In mouse piezo-enucleation and 'zona-free' micromanipulation methods have been compared. Parthenogenetic activation, in vitro culture, sperm, oocyte and embryo cryopreservation and co-transfer protocols were developed further. NR embryos were used to generate new ES cell lines analysed for gene expression patterns showing that they are very similar to the regular ES cells, important information for human cell therapy. The gene targeting work in ES and somatic cells resulted in new knock-out ES cell lines. The first live NR mouse in Hungary was born in November 2006, cloned from cumulus cells followed by another 7 female mice which gave birth to over one hundred healthy pups. From Dll1+/lacZ (Dll1tm1Gos) knock-out donor cumulus cells several cloned mice were born and the breeding of the surviving knock-out cloned female founder is expected to result in sufficient number of animals for full geno- and phenotyping by end of 2008, thus completing all the mouse deliverables. The results are expected to provide novel information about the trans-generational effect of NR, a major issue for the safety of the technology.
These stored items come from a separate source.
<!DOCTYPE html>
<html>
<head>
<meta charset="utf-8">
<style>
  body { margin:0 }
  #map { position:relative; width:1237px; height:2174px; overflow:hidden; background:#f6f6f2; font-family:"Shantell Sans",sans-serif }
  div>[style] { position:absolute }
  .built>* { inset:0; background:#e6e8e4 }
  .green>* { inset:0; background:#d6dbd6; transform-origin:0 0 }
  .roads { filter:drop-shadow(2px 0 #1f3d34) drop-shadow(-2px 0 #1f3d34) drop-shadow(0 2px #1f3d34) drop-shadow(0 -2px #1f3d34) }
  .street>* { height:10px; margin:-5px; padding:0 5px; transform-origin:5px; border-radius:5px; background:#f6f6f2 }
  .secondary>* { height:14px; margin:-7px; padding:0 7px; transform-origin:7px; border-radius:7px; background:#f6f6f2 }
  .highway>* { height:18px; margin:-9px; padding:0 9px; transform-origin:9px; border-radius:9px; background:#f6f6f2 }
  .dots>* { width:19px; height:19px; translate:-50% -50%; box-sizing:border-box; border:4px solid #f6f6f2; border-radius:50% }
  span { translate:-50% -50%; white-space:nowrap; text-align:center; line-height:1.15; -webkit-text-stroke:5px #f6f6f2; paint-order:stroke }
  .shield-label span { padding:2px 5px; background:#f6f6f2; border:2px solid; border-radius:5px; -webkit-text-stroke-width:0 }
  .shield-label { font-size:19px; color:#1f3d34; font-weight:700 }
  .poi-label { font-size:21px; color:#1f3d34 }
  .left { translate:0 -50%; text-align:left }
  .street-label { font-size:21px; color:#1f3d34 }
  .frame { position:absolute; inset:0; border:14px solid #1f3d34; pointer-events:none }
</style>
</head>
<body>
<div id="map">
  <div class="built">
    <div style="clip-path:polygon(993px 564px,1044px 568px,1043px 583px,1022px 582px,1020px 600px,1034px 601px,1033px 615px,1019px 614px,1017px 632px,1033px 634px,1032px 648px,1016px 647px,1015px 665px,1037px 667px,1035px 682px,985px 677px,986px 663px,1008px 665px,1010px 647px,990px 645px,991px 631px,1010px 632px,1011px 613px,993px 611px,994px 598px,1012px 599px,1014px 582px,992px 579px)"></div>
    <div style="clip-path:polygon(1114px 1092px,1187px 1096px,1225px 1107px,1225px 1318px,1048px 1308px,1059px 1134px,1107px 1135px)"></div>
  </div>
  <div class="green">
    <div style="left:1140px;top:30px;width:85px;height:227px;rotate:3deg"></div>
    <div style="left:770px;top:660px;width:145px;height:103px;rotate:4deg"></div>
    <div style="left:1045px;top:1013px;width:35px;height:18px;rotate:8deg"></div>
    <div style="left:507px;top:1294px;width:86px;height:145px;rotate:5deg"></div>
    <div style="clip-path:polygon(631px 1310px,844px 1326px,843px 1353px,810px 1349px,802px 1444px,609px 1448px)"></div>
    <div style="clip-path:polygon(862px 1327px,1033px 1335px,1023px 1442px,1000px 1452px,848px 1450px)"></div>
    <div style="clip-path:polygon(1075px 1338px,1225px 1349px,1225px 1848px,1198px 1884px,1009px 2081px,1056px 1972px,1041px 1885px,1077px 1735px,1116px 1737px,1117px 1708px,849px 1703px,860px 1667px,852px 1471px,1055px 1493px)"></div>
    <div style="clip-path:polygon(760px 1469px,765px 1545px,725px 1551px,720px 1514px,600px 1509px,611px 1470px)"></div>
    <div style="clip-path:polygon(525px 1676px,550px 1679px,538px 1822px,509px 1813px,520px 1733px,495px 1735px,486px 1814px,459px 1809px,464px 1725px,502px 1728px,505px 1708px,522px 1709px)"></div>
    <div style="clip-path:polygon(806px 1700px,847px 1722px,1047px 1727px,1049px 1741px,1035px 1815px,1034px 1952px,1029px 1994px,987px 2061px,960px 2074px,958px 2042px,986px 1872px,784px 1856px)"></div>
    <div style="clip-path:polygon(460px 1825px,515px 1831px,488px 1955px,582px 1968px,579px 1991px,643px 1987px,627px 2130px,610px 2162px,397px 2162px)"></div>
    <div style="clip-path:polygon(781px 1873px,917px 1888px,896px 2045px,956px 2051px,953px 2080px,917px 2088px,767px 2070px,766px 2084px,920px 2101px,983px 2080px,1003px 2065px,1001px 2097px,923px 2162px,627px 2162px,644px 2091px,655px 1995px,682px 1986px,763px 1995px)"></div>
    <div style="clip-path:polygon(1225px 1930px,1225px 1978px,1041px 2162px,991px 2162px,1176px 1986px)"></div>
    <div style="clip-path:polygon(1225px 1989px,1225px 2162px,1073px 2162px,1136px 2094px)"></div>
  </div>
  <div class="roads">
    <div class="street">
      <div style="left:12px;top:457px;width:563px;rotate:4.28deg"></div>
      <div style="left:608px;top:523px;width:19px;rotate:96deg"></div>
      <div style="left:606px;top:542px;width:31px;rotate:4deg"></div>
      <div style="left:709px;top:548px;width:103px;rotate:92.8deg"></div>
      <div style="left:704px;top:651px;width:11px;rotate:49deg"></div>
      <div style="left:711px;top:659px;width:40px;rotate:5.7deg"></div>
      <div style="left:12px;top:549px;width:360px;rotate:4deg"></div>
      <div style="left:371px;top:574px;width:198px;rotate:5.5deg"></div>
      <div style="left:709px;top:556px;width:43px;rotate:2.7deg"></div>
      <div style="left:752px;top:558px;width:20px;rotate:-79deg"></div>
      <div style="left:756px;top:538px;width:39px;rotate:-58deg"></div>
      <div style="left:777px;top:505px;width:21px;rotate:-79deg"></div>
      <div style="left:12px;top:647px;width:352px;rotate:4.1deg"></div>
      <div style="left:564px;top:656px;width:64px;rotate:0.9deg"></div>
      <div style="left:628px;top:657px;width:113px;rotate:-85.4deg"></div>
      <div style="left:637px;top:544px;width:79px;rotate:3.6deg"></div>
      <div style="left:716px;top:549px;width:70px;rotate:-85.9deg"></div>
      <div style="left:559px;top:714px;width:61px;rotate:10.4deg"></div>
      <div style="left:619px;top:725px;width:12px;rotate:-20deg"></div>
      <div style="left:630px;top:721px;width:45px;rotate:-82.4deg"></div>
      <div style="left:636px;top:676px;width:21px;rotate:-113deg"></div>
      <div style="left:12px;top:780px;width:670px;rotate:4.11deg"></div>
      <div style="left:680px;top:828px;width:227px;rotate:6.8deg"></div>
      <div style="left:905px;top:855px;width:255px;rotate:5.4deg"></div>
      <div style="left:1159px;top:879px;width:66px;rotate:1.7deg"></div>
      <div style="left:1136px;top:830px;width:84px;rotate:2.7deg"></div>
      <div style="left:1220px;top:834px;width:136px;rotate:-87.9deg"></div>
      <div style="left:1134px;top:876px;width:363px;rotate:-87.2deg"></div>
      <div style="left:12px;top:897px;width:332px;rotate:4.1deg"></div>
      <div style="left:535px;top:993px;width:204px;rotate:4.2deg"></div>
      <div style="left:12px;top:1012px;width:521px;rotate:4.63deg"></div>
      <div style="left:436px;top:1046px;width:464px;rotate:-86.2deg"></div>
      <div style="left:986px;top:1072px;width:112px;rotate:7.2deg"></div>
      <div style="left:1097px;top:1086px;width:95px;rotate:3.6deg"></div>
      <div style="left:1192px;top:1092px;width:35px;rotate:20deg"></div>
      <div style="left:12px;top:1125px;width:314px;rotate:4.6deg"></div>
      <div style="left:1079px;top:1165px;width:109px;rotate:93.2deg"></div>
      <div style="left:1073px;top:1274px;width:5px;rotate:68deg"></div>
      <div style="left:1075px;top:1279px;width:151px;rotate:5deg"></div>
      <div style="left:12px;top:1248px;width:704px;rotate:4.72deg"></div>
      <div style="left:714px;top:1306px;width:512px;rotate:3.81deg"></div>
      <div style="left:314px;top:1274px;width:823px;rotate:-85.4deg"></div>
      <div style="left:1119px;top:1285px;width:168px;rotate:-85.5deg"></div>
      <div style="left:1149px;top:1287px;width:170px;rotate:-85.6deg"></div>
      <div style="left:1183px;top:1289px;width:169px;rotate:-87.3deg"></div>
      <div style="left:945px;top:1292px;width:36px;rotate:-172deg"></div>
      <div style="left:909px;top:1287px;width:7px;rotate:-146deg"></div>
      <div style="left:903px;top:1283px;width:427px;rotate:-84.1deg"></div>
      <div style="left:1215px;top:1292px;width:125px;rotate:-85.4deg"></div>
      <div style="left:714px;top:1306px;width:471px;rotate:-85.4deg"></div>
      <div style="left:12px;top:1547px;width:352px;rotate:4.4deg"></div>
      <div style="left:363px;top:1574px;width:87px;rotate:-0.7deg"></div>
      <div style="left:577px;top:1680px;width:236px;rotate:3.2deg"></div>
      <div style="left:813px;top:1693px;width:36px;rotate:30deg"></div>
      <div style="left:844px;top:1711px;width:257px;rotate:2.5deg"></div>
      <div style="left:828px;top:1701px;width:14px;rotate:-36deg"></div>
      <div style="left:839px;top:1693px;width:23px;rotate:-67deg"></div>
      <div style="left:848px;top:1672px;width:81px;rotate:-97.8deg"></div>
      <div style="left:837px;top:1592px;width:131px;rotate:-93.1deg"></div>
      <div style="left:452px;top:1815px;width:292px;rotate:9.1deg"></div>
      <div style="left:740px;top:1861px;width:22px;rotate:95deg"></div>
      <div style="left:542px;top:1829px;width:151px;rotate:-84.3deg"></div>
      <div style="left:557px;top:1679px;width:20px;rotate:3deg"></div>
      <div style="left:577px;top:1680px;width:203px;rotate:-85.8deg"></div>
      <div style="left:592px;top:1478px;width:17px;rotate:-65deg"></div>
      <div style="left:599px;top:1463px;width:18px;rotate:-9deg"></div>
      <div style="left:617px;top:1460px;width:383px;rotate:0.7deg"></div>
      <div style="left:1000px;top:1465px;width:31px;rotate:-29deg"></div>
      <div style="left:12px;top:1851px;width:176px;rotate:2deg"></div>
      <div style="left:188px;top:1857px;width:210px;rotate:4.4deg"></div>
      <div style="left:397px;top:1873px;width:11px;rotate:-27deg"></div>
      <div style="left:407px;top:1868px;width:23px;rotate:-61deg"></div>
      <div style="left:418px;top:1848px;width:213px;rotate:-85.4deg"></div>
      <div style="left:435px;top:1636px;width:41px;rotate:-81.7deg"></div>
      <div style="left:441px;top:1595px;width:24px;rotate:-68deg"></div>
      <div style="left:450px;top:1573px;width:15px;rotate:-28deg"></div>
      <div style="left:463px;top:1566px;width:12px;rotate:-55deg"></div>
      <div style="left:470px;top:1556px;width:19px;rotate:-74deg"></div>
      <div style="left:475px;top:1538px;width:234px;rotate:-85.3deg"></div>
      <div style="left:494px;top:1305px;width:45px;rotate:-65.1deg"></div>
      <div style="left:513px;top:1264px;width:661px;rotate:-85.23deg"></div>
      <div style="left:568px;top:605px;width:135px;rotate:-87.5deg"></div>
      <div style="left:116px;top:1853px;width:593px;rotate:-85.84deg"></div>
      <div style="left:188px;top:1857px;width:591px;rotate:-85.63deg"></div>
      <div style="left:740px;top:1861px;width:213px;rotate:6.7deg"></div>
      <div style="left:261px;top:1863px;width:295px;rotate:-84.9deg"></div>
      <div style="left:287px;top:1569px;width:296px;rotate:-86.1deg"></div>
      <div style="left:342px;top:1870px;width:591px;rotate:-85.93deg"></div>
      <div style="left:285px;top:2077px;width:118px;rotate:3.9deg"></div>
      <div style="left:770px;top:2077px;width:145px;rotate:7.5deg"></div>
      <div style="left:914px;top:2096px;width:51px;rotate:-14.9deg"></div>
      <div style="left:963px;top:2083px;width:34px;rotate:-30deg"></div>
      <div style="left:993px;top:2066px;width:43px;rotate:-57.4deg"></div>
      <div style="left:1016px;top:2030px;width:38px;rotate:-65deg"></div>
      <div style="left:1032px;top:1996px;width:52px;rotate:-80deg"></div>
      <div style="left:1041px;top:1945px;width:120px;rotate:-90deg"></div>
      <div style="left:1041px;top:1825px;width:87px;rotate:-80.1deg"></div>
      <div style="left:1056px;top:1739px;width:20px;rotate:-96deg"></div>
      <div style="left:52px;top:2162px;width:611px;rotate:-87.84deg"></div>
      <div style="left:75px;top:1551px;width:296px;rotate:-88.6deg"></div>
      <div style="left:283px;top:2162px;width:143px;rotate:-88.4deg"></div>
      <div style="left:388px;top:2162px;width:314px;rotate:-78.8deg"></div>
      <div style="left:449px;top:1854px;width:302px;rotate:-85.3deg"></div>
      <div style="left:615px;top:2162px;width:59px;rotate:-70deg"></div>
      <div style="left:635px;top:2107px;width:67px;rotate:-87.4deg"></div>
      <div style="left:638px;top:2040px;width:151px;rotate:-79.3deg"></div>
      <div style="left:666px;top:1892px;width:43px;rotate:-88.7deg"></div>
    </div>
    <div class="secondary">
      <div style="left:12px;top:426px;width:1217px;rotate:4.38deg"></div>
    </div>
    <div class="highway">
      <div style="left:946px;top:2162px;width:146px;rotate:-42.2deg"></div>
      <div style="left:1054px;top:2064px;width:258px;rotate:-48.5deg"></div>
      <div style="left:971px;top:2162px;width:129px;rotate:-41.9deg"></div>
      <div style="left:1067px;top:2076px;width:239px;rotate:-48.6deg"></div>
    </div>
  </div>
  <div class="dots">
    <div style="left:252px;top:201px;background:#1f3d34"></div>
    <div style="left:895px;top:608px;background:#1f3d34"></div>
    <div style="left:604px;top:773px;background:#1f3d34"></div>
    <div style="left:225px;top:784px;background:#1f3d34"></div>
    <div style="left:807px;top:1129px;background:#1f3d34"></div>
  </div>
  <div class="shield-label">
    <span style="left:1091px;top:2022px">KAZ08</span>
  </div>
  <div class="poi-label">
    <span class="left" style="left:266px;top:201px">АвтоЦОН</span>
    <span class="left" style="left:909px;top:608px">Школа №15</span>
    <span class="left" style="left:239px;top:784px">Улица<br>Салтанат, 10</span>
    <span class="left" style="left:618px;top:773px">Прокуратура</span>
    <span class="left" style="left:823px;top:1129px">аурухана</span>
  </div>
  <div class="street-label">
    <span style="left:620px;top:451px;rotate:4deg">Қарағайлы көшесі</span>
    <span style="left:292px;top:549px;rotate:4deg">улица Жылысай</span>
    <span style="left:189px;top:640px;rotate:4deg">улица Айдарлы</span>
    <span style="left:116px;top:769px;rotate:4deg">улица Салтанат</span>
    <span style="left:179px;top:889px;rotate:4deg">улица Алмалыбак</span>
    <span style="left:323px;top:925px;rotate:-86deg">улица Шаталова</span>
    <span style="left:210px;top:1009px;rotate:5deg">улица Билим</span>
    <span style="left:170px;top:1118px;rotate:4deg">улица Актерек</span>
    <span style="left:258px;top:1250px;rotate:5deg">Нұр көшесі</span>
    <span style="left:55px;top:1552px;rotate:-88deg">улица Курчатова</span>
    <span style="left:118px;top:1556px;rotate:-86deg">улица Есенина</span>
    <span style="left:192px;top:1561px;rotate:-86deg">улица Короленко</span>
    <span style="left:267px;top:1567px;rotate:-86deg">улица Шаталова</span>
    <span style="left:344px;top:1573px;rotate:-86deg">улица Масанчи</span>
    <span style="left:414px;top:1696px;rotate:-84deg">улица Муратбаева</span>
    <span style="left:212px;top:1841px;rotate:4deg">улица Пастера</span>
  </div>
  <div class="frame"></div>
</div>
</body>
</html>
In rabbit oocyte collection, in vitro maturation, activation, in vitro culture, sperm and embryo cryopreservation, Trichostatin A treatment (TSA) and pregnancy maintenance have been perfected. Two NR systems were compared, resulting in the birth of somatic cell cloned progeny in May 2007. A large number of live progeny (13) have been born, and 4 of them survived to adulthood and reproduced successfully, thus creating the second largest population of cloned rabbits of the world (after the pioneering INRA, France). The ultimate goal, the production of gene-targeted rabbit have been attempted, however, no live progeny have been obtained - this was not achieved yet by any of the teams working on rabbit NR around the world, neither - showing the important species differences and particular difficulties in rabbit NR.